Historian of the United States

Daniel N. Gullotta and David A. Hollinger | Dec 29, 2021

Charles Grier Sellers Jr.

Courtesy Carolyn Merchant

Charles Grier Sellers Jr. was born on September 9, 1923, in Charlotte, North Carolina. Descended from Scotch-Irish immigrants, he was raised by parents Charles Grier Sellers and Cora Irene Templeton. Sellers attended Harvard University, where he studied American history. His senior year was interrupted by the outbreak of World War II, during which he served as a staff sergeant in the 10th Mountain Division in Colorado. After the war ended, Sellers returned to Harvard and completed his degree, magna cum laude, in 1947.

Sellers earned his PhD in 1950 at the University of North Carolina at Chapel Hill. After teaching briefly at the University of Maryland and Princeton University, Sellers moved to the University of California, Berkeley, in 1958. He taught there until his retirement in 1990, in addition to holding the Harmsworth Professorship of American History at Oxford University in 1970–71.

Sellers completed two volumes of a projected three-volume study of President James K. Polk: James K. Polk: Jacksonian, 1795–1843 (Princeton Univ. Press, 1957) and James K. Polk: Continentalist, 1843–1846 (Princeton Univ. Press, 1966). The exceptional quality of Sellers’s research and writing was widely recognized, and the second volume was awarded the Bancroft Prize. Sellers put Polk aside to work on what was to become his most widely debated book, The Market Revolution: Jacksonian America, 1815–1846 (Oxford Univ. Press, 1991), but he later gave his many boxes of Polk research materials to Amy S. Greenberg (Penn State Univ.), author of a book on Sarah Polk.

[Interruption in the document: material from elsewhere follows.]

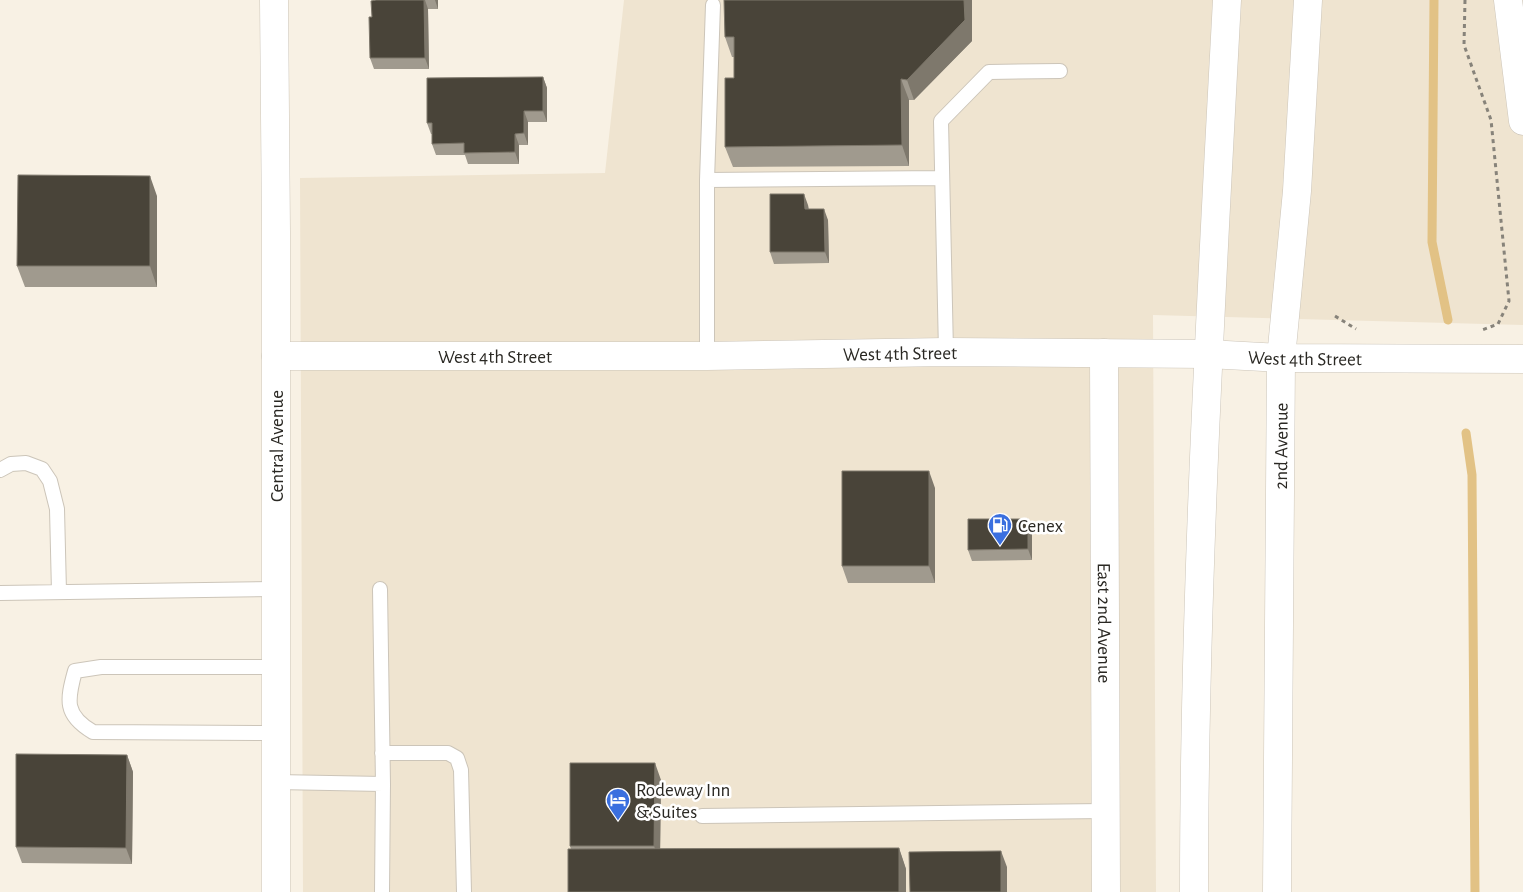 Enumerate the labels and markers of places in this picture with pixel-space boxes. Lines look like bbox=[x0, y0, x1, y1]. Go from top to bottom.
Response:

The Market Revolution chronicled the transformation of the United States from an agrarian to a capitalist society. Sellers argued that almost every aspect of American life, from religion to politics, gender to economics, transportation to philosophy, was fundamentally affected and altered in this period. Not all historians were persuaded by Sellers’s economically centered analysis, but it remains a standard reference in the study of 19th-century America.

At Berkeley, Sellers was a teacher of legendary skills and conscientious devotion to both graduate and undergraduate classes. He worked closely with teaching assistants in his survey course in US history before 1865. He edited a series of pamphlets with primary sources designed to be used in US history courses nationally; co-authored with his colleague Henry F. May A Synopsis of American History (Rand McNally, 1963); and designed a high school text, As It Happened: A History of the United States (McGraw-Hill, 1975).

During the 1960s, Sellers was a passionate political activist. He was among the leaders of the local chapter of the Congress of Racial Equality, and in 1961, he volunteered as a Freedom Rider in Mississippi. He was arrested at the Jackson airport with a group of Black and white protesters for refusing to leave the “whites only” waiting room. Sellers was an early supporter of the free speech movement in 1964 and an eloquent critic of the Vietnam War. He spoke at many public forums, including, most notably, a debate with Charles Capper, then a history graduate student, on the relation of academia to the evils of the American government’s actions at home and abroad. When arguing against the Trotskyist Capper, Sellers insisted that universities were quite distinct from the policies and practices of the US government. But during the 1970s and 1980s, Sellers became increasingly impatient with what he thought was the slowness of his professional colleagues to engage the panorama of injustices beyond academia.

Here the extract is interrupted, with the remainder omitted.